Drug Discovery and Development Center (H3D), University of Cape Town, Rondebosch 7701, South Africa.
Drug Discovery and Development Center (H3D), Division of Clinical Pharmacology, Department of Medicine, University of Cape Town, Observatory 7925, South Africa.
J Med Chem. 2021 Feb 25;64(4):2291-2309. doi: 10.1021/acs.jmedchem.1c00034. Epub 2021 Feb 12.

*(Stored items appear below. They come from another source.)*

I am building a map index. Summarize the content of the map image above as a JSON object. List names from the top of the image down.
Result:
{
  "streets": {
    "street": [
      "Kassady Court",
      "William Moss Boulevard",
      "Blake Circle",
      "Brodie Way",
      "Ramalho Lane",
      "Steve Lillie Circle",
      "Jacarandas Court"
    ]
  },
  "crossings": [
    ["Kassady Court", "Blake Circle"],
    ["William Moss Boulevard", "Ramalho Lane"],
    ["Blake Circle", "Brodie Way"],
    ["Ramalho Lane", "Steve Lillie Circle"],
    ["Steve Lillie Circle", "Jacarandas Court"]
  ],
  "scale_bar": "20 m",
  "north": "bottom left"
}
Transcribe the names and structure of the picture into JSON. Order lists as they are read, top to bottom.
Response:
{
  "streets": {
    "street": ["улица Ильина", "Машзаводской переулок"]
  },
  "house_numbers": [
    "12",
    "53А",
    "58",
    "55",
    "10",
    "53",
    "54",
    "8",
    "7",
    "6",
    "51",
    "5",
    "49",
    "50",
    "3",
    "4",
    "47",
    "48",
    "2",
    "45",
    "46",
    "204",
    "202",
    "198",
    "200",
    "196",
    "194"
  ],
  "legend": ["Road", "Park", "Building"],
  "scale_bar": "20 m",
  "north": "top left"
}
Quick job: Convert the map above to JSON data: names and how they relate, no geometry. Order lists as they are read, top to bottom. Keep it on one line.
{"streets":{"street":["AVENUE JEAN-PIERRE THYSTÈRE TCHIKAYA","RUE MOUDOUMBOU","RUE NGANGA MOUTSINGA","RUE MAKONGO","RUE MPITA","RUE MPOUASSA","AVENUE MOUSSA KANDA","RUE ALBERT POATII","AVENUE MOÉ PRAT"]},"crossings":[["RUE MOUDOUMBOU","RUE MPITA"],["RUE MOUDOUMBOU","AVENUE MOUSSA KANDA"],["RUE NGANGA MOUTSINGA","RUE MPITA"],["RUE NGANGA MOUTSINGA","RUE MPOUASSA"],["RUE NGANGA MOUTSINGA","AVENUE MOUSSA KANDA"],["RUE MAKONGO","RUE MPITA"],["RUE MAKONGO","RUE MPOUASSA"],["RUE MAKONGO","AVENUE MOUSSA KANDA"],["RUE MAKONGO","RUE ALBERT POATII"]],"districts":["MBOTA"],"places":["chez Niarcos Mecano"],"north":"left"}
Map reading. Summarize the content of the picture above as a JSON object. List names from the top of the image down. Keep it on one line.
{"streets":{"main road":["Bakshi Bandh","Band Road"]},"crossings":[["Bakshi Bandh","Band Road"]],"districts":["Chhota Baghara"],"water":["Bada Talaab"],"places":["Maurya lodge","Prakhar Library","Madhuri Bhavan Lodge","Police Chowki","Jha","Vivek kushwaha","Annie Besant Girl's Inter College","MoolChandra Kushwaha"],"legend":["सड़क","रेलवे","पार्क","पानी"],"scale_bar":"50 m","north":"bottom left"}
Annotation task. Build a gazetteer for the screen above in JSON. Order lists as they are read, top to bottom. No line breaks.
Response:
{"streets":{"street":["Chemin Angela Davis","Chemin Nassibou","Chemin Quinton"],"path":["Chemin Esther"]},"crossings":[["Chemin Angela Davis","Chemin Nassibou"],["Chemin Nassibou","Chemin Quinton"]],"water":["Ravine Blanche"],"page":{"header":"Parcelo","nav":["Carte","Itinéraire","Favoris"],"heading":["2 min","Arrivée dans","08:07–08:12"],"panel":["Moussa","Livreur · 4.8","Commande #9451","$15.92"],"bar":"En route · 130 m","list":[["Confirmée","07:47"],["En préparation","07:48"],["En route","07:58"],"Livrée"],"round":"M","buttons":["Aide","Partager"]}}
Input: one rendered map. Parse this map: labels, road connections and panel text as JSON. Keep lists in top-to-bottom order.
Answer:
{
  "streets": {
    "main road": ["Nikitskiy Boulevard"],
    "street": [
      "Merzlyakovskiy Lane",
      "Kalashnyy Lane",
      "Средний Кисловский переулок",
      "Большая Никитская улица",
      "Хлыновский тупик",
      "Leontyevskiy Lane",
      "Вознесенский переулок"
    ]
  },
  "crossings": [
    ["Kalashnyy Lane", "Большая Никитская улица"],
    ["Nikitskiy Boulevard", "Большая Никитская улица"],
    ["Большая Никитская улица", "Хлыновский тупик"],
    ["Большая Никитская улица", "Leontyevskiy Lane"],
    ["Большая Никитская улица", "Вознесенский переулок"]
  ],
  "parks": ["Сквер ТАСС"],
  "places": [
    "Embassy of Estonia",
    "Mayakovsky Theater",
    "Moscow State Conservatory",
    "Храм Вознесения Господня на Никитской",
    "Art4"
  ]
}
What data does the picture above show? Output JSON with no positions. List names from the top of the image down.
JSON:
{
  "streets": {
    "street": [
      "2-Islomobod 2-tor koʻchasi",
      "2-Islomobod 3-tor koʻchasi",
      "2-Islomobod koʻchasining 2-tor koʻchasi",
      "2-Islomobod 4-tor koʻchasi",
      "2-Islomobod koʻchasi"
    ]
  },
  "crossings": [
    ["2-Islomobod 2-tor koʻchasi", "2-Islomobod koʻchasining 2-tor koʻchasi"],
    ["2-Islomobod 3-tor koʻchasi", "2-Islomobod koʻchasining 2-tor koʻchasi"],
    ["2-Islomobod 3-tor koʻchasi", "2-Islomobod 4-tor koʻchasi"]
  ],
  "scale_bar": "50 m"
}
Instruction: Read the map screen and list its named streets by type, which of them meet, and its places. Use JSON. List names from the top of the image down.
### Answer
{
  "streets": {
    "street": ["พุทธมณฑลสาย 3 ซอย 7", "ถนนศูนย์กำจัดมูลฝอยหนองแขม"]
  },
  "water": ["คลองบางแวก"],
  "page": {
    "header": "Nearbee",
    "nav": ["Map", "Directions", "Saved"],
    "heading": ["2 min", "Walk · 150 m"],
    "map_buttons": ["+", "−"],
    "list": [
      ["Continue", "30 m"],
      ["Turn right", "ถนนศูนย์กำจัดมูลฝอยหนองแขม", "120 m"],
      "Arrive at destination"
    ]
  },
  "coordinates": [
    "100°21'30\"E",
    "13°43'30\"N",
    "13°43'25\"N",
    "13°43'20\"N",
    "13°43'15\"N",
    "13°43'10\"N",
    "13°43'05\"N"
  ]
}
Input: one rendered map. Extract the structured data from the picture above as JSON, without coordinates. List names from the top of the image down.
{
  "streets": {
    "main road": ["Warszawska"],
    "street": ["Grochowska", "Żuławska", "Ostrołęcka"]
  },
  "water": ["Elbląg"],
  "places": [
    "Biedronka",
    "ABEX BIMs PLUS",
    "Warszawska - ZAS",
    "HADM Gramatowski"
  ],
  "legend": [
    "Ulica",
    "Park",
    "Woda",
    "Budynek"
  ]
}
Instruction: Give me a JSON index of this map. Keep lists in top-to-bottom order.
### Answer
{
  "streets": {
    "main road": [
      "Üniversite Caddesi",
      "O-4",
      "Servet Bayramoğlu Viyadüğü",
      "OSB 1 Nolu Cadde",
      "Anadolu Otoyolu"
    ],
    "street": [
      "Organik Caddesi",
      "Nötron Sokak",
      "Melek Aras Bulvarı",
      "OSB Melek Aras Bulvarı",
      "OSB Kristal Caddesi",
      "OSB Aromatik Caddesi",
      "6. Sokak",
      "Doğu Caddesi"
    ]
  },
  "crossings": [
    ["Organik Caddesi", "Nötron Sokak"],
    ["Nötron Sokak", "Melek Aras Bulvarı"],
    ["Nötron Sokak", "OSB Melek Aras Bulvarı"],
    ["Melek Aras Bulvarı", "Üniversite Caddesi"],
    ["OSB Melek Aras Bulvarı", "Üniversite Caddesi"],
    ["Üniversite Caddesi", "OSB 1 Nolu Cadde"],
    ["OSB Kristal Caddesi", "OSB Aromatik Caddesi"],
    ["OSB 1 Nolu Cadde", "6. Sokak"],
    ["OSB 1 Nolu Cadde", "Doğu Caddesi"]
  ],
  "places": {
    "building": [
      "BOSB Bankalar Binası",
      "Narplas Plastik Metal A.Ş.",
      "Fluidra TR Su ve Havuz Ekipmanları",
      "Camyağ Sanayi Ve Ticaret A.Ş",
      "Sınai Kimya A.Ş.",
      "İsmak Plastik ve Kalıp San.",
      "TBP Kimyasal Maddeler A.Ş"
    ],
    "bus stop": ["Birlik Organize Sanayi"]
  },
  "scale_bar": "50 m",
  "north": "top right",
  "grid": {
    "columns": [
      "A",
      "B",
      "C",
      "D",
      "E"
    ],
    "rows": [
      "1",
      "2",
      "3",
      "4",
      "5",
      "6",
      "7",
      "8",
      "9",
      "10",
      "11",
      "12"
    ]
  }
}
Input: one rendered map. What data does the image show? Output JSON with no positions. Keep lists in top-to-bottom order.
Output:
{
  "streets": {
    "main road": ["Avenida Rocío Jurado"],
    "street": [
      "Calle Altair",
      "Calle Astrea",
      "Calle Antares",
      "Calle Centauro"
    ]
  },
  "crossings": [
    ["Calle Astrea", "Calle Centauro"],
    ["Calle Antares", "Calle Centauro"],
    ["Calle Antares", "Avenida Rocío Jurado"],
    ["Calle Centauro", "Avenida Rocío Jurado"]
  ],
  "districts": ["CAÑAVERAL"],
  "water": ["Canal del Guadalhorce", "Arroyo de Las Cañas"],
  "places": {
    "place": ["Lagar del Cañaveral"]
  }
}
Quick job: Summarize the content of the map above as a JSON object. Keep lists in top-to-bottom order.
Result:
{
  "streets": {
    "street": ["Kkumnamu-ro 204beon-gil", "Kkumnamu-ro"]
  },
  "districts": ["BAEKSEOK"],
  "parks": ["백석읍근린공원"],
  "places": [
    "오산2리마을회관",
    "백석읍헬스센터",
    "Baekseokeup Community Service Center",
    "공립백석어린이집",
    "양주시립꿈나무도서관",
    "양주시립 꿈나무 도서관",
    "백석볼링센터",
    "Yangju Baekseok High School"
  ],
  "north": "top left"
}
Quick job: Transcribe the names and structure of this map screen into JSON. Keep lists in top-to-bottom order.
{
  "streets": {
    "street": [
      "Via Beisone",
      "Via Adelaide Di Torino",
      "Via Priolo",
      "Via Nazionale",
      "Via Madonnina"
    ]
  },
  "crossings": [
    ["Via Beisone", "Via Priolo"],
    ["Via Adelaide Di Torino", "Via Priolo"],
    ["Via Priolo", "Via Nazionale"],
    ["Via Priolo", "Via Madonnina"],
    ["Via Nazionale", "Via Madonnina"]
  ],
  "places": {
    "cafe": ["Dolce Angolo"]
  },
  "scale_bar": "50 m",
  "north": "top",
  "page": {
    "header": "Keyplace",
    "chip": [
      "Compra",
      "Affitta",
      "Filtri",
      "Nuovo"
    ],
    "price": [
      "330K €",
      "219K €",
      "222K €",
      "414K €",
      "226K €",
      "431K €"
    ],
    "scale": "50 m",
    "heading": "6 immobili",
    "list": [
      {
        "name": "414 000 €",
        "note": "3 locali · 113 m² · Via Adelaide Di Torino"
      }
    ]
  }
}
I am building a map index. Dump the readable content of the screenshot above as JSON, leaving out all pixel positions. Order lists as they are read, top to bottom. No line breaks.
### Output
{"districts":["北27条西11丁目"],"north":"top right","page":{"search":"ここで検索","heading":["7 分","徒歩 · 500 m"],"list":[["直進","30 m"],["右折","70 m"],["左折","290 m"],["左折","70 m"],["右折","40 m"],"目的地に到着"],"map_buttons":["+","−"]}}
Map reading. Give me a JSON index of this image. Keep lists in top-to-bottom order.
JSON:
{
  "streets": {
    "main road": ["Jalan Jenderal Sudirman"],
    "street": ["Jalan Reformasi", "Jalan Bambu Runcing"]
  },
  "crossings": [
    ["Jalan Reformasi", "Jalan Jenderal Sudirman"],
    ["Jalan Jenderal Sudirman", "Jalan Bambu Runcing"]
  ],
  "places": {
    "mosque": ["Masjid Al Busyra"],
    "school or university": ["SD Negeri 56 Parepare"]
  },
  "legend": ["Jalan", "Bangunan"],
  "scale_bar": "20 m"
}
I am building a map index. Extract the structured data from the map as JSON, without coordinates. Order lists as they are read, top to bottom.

A novel diazaspiro[3.4]octane series was identified from a whole-cell high-throughput screening campaign. Hits displayed activity against multiple stages of the parasite lifecycle, which together with a novel sp-rich scaffold provided an attractive starting point for a hit-to-lead medicinal chemistry optimization and biological profiling program. Structure-activity-relationship studies led to the identification of compounds that showed low nanomolar asexual blood-stage activity (<50 nM) together with strong gametocyte sterilizing properties that translated to transmission-blocking activity in the standard membrane feeding assay. Mechanistic studies through resistance selection with one of the analogues followed by whole-genome sequencing implicated the cyclic amine resistance locus in the mode of resistance.
从全细胞高通量筛选活动中鉴定出了一种新型的二氮杂螺[3.4]辛烷系列。这些化合物对寄生虫生命周期的多个阶段都具有活性,再加上一种新型的富含硫的支架,为进一步优化先导化合物和进行生物学特性研究提供了有吸引力的起点。构效关系研究鉴定出了具有低纳摩尔(<50 nM)无性血阶段活性和强烈配子体杀菌作用的化合物,在标准的膜喂食试验中转化为阻断传播的活性。通过对其中一种类似物进行耐药性选择和全基因组测序的抗性研究表明,环状胺耐药基因座与耐药模式有关。